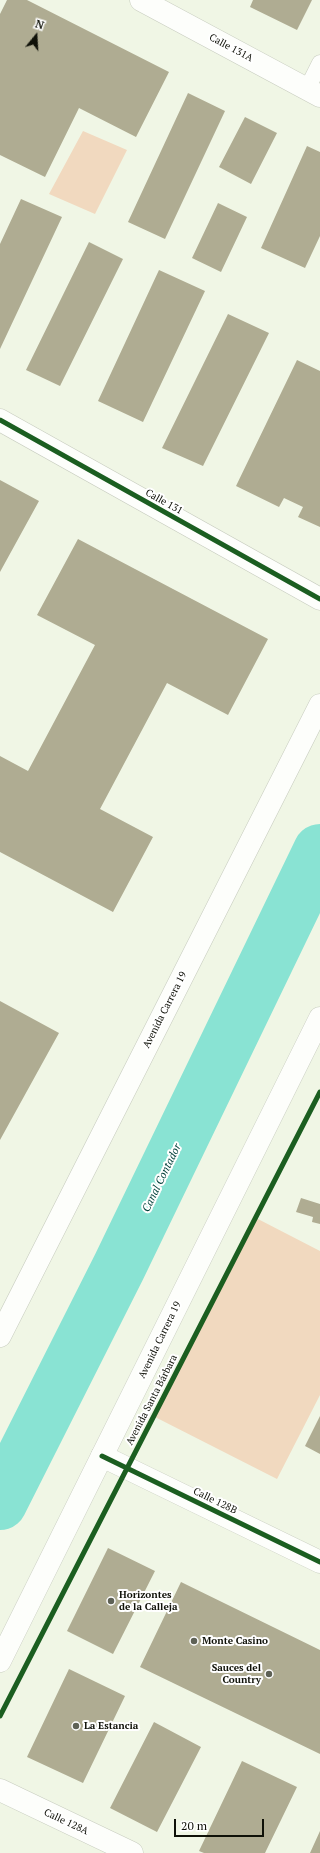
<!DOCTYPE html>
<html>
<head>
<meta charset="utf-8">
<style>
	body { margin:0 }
	#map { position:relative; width:320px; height:1853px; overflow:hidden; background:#f0f6e5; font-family:"PT Serif",serif }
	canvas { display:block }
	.north { position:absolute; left:16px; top:16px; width:40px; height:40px; -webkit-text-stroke:3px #fff; paint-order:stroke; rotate:18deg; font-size:11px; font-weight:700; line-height:16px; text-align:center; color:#0f1108 }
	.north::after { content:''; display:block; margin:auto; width:14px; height:18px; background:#0f1108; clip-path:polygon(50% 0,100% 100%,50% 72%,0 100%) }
	.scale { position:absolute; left:174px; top:1819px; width:90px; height:18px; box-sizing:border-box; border:2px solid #0f1108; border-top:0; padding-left:5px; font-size:12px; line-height:14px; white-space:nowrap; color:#0f1108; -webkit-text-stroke:3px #fff; paint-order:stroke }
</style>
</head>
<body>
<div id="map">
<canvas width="320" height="1853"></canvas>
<div class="north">N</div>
<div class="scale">20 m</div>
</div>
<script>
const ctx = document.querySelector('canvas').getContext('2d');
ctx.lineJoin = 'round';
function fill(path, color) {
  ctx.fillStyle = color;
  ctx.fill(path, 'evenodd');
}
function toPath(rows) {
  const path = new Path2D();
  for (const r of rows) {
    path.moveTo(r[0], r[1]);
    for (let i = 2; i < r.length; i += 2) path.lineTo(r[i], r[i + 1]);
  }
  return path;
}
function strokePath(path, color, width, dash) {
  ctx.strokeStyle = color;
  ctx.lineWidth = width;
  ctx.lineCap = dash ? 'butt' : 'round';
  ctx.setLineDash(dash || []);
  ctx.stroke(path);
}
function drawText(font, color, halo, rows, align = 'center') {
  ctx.font = font + ' "PT Serif",serif';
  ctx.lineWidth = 4;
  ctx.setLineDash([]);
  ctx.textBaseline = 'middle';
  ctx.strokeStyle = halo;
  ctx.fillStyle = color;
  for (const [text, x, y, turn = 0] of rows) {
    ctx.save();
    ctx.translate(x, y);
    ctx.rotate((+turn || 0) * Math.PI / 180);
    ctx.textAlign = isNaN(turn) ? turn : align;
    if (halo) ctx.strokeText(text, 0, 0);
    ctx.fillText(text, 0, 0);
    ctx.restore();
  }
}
const green = toPath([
	[83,131,127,150,95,214,49,194],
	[256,1218,320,1251,320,1395,277,1479,155,1417]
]);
const river = toPath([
	[0,1503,119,1267,320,851]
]);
const building = toPath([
	[7,0,27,0,169,72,136,137,79,108,45,177,0,155,0,14],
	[253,0,312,0,297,30,250,7],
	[188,93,225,111,165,239,128,222],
	[245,117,277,133,251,184,219,167],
	[307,146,320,152,320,236,305,268,261,248],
	[21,199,62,217,0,349,0,244],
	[218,203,247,217,221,272,192,258],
	[89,242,123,259,60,386,26,370],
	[159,270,205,291,143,422,98,401],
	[228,314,269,333,203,466,162,448],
	[297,360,320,371,320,527,298,517,303,507,284,498,279,507,236,486],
	[0,480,39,501,0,572],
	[78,539,268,639,228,715,167,683,100,809,153,837,113,912,0,852,0,756,28,771,95,645,37,615],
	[0,1001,59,1033,0,1140],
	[301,1198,320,1204,320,1224,312,1222,313,1217,296,1212],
	[320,1416,320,1454,305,1446],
	[108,1548,155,1571,113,1654,67,1631],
	[181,1582,320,1650,320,1754,140,1667],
	[69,1669,125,1696,83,1783,27,1757],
	[154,1722,201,1747,157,1832,110,1808],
	[242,1761,297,1787,265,1853,204,1853,199,1851],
	[320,1831,320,1853,310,1853]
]);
const service = toPath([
	[307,89,320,63]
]);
const minor = toPath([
	[141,0,320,96],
	[0,420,320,599],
	[102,1456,320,1562],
	[0,1790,132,1853]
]);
const secondary = toPath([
	[0,1336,320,705],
	[0,1661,320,1018]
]);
const cycleway = toPath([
	[0,420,320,599],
	[102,1456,320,1562],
	[0,1716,320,1092]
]);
const markers = [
	[111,1601,4,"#5e6155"],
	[194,1641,4,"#5e6155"],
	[269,1674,4,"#5e6155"],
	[76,1726,4,"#5e6155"]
];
const streetNames = [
	["Calle 131A",231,48,28],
	["Calle 131",164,502,29],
	["Avenida Carrera 19",165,1010,-63],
	["Avenida Carrera 19",160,1340,-64],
	["Avenida Santa Bárbara",152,1400,-63],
	["Calle 128B",215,1501,26],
	["Calle 128A",66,1822,25]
];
const poiNames = [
	["Horizontes",119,1595],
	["de la Calleja",119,1607],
	["Monte Casino",202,1641],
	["Sauces del",261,1668,"right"],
	["Country",261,1680,"right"],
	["La Estancia",84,1726]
];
const waterNames = [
	["Canal Contador",162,1178,-64]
];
fill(green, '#f1d9bf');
strokePath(river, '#89e3d3', 54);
fill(building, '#afac92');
strokePath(service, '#c7ccbf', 17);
strokePath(minor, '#c7ccbf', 23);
strokePath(secondary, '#c7ccbf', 23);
strokePath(service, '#fdfefb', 16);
strokePath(minor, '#fdfefb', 22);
strokePath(secondary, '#fdfefb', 22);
strokePath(cycleway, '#1b5e20', 5);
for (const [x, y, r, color] of markers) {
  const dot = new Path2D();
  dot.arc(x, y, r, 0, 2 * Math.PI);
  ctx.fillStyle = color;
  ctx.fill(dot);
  strokePath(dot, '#fff', 1.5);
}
drawText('10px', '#0f1108', '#fff', streetNames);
drawText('bold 10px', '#0f1108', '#fff', poiNames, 'left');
drawText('italic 11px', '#03403a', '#fff', waterNames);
</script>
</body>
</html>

Try it.
In the listing above, find the line containing "ctx.textBaseline = 'middle';" and the line containing "[256,1218,320,1251,320,1395,277,1479,155,1417]", then quote both, plus every line between them, exactly as written.

Task output.
  ctx.textBaseline = 'middle';
  ctx.strokeStyle = halo;
  ctx.fillStyle = color;
  for (const [text, x, y, turn = 0] of rows) {
    ctx.save();
    ctx.translate(x, y);
    ctx.rotate((+turn || 0) * Math.PI / 180);
    ctx.textAlign = isNaN(turn) ? turn : align;
    if (halo) ctx.strokeText(text, 0, 0);
    ctx.fillText(text, 0, 0);
    ctx.restore();
  }
}
const green = toPath([
	[83,131,127,150,95,214,49,194],
	[256,1218,320,1251,320,1395,277,1479,155,1417]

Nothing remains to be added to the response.